For more unique outlooks on life by Don Miller visit his author’s page at http://goo.gl/lomuQf

REPUGNANT

I do find this meme repugnant. This might be the first time I have used the word repugnant…EVER. It is not a word I usually think of but after seeing several of these and similar memes I decided to become repugnant to those who post them. I am going to be short and only address two points of repugnancy.

Point one, the idea that all protesters should go out and find a job is…well…repugnant. I personally have five friends, that I know of, who participated in one or more of the #BlackLivesMatter protests. All are law abiding, don’t want to see our policemen shot down in sniper attacks but yet believe there is a problem with our country as it exists now and also don’t want to see people of color beaten or shot. Actually, despite SOME people’s beliefs, they don’t want to see anyone beaten or shot. All five have jobs. All five have what are called “advanced degrees.” One has Doctor in front of her name. All five have families and just want their children to grow up safe and your children to grow up safe as well. I know this goes against the vision some of you wish to believe but most #BlackLivesMatter protesters just want a better and safer America for everyone.

Second point. The United States has a long tradition of protest. It actually dates back to before the United States was the United States. Anyone remember the Boston Massacre? It began as a protest by a group of people who believed an unjust government and its “minions” was marginalizing them. Granted the protest probably began with one or five too many drinks at a local tavern but it escalated to the hurling of insults and snowballs (maybe rocks too) at British Redcoats guarding the Customs House on Kings Street in Boston. It ended with five dead colonists and was heavily used as propaganda by the likes of Paul Revere and Samuel Adams. In a “no matter how much things change, they remain the same” moment, six of the soldiers were acquitted of their “crimes” and two others were given light sentences. Five dead colonist along with six wounded didn’t seem to amount to much.
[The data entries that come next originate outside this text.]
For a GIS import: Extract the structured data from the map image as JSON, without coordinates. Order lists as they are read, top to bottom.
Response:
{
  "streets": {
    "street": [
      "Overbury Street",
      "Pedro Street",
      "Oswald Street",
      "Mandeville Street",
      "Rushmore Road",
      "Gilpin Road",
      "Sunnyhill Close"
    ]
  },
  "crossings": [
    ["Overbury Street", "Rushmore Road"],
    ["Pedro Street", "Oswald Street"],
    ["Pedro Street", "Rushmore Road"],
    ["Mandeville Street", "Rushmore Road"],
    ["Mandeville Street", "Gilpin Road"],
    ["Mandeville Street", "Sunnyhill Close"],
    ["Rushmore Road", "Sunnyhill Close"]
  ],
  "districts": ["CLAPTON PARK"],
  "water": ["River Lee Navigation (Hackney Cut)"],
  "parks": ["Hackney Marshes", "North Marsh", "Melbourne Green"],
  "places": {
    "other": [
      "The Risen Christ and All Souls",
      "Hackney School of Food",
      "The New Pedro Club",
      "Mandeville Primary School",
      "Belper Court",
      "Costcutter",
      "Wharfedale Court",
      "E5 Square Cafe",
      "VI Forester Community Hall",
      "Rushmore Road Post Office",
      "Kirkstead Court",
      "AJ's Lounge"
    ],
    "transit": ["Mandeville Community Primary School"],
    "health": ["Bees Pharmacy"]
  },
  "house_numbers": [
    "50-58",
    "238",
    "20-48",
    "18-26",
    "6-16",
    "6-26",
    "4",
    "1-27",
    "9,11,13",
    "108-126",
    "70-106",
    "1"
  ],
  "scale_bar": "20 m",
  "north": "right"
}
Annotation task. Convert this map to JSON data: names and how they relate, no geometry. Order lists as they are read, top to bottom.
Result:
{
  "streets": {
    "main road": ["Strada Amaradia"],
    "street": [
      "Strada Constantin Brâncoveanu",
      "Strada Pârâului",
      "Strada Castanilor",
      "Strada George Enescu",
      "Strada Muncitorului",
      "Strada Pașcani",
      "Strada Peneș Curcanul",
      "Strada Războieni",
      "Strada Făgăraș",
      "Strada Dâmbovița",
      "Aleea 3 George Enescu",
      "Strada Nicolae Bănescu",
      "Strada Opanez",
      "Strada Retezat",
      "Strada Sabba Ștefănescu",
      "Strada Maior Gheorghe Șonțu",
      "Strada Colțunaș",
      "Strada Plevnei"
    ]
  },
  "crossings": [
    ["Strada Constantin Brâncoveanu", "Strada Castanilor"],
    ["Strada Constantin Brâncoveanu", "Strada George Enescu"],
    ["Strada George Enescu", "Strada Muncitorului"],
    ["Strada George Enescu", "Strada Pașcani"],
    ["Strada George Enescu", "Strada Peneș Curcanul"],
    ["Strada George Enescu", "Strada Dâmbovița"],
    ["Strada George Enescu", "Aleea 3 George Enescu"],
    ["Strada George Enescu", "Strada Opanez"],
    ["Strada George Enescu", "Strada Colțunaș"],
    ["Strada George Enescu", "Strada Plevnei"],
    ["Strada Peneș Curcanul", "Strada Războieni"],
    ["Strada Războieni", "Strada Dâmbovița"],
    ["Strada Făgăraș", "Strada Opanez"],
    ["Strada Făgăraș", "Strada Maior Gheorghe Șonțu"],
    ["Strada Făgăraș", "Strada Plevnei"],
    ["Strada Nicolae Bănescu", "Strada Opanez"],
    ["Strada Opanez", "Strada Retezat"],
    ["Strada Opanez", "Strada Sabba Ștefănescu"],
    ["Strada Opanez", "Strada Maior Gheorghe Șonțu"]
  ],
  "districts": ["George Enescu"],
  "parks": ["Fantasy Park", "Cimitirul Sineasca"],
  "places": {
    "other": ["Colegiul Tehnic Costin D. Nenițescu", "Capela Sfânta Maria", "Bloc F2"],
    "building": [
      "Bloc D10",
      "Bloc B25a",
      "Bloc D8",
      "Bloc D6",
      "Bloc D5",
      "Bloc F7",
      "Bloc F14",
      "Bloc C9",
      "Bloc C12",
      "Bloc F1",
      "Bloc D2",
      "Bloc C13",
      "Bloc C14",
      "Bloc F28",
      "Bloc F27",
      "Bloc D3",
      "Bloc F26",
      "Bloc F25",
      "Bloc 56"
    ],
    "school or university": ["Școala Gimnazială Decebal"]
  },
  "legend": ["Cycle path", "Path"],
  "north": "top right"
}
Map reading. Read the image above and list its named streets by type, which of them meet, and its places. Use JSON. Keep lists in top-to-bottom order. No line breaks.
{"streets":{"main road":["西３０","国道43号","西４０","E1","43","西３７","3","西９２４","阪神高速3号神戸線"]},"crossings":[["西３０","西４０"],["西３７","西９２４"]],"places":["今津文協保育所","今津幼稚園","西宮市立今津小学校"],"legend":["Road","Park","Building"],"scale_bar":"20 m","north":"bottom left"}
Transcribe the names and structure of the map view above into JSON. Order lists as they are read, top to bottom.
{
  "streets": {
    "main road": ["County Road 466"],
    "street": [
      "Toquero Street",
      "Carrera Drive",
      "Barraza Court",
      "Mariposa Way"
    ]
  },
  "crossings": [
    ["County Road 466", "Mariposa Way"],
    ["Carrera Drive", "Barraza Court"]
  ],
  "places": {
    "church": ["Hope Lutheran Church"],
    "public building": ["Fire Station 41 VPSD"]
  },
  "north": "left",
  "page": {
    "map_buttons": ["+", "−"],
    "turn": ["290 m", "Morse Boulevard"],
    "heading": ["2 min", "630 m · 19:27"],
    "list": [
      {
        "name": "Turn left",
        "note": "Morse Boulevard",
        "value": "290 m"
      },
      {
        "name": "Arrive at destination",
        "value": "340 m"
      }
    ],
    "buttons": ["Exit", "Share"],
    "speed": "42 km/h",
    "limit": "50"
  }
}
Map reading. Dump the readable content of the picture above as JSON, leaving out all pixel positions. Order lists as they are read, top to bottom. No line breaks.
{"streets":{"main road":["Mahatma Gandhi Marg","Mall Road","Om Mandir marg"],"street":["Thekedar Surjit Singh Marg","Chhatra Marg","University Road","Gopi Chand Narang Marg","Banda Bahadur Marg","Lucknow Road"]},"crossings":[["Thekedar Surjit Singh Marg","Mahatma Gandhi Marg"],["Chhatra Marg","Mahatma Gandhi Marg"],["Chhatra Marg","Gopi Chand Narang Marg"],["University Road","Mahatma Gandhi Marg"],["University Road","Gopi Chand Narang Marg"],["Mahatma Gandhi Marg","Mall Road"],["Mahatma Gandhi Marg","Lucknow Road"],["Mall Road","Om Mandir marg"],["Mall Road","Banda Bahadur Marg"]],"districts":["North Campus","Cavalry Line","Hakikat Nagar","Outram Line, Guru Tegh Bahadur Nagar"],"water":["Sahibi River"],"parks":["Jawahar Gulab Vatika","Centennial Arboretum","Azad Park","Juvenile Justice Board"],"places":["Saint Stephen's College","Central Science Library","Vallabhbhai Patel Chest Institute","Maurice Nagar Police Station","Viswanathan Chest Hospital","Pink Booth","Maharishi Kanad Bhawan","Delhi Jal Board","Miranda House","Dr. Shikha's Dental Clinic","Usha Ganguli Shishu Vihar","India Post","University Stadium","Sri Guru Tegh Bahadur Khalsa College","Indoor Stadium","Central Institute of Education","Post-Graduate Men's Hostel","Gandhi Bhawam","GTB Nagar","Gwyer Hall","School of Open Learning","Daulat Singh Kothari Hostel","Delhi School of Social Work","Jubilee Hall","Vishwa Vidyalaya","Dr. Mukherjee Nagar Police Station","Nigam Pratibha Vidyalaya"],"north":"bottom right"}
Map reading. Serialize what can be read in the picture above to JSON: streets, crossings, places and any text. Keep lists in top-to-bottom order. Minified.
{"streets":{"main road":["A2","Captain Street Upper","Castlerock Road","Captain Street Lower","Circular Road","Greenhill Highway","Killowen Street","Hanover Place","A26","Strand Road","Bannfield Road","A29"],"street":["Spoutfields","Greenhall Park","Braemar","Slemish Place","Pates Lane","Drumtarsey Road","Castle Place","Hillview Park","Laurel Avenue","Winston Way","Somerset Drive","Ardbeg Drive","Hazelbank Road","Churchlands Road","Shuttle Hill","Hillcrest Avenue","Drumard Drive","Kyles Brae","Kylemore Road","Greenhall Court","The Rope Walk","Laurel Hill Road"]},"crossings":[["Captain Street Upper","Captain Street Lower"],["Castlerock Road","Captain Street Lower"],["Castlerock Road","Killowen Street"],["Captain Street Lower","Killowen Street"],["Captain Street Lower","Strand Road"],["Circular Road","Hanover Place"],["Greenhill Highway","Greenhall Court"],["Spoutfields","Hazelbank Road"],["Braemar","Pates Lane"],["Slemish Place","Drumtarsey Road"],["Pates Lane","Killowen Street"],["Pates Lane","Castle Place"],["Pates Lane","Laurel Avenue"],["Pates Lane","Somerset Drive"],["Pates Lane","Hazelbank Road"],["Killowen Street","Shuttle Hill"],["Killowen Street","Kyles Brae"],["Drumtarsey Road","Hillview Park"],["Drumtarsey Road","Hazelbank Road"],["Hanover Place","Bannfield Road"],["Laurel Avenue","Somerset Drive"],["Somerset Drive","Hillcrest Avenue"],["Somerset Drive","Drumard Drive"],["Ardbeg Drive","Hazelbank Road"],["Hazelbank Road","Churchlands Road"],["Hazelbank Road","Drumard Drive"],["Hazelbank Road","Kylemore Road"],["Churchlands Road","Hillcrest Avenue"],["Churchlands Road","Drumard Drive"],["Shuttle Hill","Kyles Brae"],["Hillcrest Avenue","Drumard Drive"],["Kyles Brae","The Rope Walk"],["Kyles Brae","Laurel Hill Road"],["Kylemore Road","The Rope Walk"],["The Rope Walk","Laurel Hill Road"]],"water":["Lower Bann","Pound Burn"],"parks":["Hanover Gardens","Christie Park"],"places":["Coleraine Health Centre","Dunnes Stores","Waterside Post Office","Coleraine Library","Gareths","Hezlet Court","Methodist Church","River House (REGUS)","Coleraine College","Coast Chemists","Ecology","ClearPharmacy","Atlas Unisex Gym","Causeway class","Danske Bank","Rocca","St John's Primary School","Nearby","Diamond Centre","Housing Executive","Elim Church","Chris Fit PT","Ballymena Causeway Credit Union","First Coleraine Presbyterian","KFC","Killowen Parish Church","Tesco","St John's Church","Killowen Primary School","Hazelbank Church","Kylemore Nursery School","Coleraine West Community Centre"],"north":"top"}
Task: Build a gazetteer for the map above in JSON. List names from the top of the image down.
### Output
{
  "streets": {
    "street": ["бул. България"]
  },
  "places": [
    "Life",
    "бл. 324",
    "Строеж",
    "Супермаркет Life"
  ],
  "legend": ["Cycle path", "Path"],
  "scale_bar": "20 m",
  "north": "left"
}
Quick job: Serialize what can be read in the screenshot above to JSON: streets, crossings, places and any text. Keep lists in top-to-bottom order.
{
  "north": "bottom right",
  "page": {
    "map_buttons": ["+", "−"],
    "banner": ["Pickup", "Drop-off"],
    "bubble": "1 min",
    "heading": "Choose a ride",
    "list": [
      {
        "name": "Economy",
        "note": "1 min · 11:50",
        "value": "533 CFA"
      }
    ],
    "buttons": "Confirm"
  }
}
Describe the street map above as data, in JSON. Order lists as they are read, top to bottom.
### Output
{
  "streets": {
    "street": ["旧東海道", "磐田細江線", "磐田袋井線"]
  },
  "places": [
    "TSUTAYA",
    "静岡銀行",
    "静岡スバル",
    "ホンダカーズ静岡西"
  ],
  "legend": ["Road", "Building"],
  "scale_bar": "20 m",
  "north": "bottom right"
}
Most of that I learned in school. What I didn’t learn, until I studied it on my own, Crispus Attuks, the first casualty of the so-called massacre and maybe the first casualty of the American Revolution, was the son of an African slave father and a Native American mother. I wonder what he would think about his sacrifice now? I think he would find this meme repugnant too.

More of Don Miller’s non-fiction is available at http://www.amazon.com/Don-Miller/e/B018IT38GM

LAUNCHING JUNE 19TH.

I am very fortunate and honored to be included in the multi-contributor anthology, “Why Black Lives Matter (Too)”!

Recognizing that the fight for social justice and equality is bigger than any one person and that there is room for diverse talents and expertise of anyone who is committed to freedom, this multi-contributor anthology comprises curated essays written by 50 social justice advocates from across the nation.

Our release date, June 19th, is set to coincide with Juneteenth—also known as Independence Day or Freedom Day—a holiday commemorating the announcement of the abolition of slavery in Texas in June 1865, and more generally the emancipation of African American slaves throughout the Confederate South.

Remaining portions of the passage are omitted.